- _Work task_
A single number is the answer here: how many lines of the entries contain "list"?

Collected data:
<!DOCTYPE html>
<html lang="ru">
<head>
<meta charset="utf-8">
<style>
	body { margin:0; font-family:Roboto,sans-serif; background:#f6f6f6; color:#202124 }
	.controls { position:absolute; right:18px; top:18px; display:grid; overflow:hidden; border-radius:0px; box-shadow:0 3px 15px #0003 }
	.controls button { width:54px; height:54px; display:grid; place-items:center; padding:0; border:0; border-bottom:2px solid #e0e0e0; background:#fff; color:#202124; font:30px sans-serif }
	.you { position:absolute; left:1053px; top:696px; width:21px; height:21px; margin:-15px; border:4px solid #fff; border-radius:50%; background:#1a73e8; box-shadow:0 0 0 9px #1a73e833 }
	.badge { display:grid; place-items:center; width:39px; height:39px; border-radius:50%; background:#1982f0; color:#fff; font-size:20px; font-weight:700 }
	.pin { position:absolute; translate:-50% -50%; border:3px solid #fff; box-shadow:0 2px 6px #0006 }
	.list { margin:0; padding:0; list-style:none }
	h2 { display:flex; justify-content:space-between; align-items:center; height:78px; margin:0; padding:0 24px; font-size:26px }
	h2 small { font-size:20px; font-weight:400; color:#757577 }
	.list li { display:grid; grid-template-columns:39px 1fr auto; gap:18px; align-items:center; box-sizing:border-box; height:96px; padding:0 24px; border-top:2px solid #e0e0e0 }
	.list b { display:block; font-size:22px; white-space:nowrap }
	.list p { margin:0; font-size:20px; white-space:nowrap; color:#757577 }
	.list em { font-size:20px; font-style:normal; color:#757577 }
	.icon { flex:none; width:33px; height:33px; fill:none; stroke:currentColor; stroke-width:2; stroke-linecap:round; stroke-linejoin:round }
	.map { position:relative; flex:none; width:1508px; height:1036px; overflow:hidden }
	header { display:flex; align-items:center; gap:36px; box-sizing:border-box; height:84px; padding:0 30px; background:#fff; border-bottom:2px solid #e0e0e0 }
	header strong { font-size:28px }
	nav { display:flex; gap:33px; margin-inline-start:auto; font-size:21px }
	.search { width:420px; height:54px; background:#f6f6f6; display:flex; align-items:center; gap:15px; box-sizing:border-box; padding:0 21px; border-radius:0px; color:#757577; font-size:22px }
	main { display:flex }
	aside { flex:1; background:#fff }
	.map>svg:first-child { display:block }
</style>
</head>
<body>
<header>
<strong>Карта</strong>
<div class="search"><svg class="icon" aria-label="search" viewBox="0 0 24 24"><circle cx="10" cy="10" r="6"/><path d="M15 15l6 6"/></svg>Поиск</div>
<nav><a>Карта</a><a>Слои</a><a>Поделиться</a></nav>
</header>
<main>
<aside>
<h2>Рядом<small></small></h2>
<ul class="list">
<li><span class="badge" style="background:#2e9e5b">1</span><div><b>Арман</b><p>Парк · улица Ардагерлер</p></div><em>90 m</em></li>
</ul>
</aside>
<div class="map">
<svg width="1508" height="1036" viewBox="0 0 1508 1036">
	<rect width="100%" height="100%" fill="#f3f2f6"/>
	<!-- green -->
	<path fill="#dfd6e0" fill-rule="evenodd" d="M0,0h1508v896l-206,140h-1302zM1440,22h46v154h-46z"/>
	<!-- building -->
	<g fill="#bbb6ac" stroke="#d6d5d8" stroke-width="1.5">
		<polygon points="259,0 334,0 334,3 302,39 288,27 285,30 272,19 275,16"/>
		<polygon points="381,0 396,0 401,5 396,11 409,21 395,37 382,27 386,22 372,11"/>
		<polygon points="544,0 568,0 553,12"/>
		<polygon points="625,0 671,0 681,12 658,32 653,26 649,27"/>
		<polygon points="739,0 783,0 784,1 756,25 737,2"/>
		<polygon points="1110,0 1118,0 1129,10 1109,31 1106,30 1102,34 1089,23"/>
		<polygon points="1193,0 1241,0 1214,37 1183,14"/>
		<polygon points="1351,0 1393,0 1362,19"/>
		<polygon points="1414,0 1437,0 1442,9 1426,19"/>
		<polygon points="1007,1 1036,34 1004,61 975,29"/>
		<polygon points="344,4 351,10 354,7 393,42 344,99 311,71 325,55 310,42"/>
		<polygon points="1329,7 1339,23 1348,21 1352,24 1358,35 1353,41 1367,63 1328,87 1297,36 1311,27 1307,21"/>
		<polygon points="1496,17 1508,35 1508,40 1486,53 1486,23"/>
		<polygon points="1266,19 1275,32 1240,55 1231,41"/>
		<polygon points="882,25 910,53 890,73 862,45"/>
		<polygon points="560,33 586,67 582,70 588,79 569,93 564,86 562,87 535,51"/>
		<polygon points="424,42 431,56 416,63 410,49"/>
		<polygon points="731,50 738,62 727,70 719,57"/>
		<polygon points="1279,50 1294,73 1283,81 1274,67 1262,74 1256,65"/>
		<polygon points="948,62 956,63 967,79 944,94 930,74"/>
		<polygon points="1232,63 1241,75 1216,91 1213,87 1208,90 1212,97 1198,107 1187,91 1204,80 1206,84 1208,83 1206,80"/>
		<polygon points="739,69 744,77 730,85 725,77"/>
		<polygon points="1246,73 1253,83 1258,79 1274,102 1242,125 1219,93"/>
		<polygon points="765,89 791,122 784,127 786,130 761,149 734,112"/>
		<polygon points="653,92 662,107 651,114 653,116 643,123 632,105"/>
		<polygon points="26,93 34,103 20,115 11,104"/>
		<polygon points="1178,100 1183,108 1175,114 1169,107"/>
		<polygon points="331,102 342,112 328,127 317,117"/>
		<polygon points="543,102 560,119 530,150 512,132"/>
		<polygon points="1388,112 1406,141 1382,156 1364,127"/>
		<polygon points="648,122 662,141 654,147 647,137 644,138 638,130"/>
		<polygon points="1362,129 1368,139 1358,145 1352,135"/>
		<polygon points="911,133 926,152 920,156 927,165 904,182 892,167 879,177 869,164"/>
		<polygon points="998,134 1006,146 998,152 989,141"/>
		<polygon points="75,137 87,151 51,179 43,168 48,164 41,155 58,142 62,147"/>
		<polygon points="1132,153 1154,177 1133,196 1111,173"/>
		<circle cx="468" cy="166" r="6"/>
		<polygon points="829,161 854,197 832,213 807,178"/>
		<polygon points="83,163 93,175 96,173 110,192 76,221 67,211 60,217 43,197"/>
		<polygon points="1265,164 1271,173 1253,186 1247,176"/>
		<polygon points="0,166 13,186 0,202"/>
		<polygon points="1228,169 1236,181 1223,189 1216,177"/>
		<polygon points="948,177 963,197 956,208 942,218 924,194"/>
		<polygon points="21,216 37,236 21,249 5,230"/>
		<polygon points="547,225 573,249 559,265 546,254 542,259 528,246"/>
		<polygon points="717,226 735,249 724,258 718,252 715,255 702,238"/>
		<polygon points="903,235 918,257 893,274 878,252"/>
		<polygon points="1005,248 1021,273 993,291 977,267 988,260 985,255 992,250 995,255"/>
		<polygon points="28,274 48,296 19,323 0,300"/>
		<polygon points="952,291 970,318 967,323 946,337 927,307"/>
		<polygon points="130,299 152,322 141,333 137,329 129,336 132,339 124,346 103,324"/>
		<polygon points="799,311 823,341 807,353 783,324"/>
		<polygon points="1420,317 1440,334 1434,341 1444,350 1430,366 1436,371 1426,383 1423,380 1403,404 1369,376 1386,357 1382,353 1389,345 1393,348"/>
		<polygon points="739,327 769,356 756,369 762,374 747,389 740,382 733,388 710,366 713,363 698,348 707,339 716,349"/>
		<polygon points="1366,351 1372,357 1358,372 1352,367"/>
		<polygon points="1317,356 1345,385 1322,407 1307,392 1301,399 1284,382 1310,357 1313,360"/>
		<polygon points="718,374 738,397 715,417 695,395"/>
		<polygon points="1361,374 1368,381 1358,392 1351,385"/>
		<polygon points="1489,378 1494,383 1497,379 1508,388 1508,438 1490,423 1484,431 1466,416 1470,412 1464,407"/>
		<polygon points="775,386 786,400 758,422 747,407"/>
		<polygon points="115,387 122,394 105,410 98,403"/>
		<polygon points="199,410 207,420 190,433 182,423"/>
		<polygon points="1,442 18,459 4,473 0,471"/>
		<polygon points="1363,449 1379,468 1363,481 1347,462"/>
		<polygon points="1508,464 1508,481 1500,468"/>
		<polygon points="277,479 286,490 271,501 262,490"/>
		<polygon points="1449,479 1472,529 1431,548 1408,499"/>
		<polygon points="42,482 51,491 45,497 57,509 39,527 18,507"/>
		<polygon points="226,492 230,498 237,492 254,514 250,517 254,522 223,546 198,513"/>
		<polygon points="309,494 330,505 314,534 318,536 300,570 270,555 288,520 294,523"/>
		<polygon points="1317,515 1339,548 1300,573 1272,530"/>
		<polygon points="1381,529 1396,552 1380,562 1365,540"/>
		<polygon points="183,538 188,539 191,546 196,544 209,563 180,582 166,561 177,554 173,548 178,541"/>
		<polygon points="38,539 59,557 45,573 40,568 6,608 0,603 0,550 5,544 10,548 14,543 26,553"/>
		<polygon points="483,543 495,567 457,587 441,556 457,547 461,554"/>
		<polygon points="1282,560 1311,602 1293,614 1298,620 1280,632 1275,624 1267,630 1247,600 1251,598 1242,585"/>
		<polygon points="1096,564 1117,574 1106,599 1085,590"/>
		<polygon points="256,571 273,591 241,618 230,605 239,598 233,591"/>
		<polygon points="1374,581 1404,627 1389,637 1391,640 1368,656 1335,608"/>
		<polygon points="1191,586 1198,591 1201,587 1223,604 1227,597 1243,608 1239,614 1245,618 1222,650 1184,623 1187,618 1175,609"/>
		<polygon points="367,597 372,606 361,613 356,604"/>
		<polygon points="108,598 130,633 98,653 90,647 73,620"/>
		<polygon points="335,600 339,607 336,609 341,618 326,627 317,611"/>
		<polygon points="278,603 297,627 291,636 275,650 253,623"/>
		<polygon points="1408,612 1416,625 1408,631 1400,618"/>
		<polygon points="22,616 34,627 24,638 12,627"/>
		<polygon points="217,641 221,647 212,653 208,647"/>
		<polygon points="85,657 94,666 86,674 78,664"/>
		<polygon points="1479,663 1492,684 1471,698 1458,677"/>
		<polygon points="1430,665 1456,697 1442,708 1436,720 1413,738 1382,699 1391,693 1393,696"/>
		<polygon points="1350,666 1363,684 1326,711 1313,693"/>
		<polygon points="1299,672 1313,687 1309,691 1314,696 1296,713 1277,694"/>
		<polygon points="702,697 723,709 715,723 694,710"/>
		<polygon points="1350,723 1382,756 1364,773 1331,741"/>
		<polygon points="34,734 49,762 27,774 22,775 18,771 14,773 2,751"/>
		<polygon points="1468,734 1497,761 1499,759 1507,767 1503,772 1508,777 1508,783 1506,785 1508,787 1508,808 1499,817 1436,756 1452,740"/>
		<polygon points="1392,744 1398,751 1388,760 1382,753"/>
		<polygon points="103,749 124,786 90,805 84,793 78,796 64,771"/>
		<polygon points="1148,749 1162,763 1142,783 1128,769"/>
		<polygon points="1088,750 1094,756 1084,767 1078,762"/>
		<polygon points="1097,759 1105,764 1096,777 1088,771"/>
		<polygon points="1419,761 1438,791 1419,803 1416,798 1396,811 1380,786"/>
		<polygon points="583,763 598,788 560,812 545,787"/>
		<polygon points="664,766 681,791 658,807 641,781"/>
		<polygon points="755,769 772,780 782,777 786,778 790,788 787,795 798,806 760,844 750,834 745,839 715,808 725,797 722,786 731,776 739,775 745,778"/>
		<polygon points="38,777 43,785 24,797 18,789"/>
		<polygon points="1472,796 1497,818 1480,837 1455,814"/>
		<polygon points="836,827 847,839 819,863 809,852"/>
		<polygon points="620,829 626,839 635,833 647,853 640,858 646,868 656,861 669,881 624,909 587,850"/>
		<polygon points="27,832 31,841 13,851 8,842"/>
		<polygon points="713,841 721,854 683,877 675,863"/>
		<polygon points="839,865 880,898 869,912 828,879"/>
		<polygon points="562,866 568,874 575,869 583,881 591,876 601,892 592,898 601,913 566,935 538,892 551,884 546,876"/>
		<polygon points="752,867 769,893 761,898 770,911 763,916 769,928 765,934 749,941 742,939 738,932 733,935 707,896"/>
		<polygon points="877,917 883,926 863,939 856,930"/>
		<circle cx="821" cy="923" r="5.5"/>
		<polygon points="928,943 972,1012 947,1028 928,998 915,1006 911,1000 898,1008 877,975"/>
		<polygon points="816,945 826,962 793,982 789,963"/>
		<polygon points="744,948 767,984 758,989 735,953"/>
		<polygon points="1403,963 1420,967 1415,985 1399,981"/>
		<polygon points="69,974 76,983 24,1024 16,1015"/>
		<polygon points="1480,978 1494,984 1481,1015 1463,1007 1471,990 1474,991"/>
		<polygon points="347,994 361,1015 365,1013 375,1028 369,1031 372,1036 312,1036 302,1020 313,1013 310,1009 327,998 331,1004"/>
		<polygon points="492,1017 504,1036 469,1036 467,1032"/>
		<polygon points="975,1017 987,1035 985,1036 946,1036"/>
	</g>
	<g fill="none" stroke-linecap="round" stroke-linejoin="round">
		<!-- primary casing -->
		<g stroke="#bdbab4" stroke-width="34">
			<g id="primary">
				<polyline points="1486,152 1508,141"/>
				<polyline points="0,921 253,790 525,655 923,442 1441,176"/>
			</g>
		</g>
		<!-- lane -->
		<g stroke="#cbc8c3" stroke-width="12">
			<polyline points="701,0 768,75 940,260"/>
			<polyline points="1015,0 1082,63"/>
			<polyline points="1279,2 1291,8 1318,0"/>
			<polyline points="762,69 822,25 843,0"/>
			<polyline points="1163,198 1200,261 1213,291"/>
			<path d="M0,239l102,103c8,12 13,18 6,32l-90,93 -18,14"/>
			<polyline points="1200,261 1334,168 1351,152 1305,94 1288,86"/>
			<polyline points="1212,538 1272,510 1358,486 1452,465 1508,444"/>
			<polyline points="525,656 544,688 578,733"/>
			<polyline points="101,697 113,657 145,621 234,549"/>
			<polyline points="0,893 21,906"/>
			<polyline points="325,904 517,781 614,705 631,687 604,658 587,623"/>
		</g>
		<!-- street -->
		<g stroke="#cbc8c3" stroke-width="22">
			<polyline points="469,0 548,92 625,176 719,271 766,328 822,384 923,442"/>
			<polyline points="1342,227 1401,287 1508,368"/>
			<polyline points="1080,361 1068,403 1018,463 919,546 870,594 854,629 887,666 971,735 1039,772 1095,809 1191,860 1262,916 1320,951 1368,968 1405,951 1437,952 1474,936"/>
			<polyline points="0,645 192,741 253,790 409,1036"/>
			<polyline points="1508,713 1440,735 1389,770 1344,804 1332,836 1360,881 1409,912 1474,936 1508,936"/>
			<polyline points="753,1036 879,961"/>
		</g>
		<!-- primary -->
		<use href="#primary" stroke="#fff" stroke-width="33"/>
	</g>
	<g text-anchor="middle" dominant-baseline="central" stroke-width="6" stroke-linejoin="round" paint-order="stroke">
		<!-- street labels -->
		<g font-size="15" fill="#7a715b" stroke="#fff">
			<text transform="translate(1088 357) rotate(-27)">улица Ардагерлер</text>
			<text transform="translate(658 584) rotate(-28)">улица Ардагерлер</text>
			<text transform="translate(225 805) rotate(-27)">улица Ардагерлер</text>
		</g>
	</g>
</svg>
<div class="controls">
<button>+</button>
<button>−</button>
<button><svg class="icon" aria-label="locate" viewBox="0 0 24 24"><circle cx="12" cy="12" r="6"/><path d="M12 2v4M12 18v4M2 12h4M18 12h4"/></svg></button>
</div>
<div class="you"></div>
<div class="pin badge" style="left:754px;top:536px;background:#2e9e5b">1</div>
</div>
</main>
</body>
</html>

- _Solution for this exercise_
6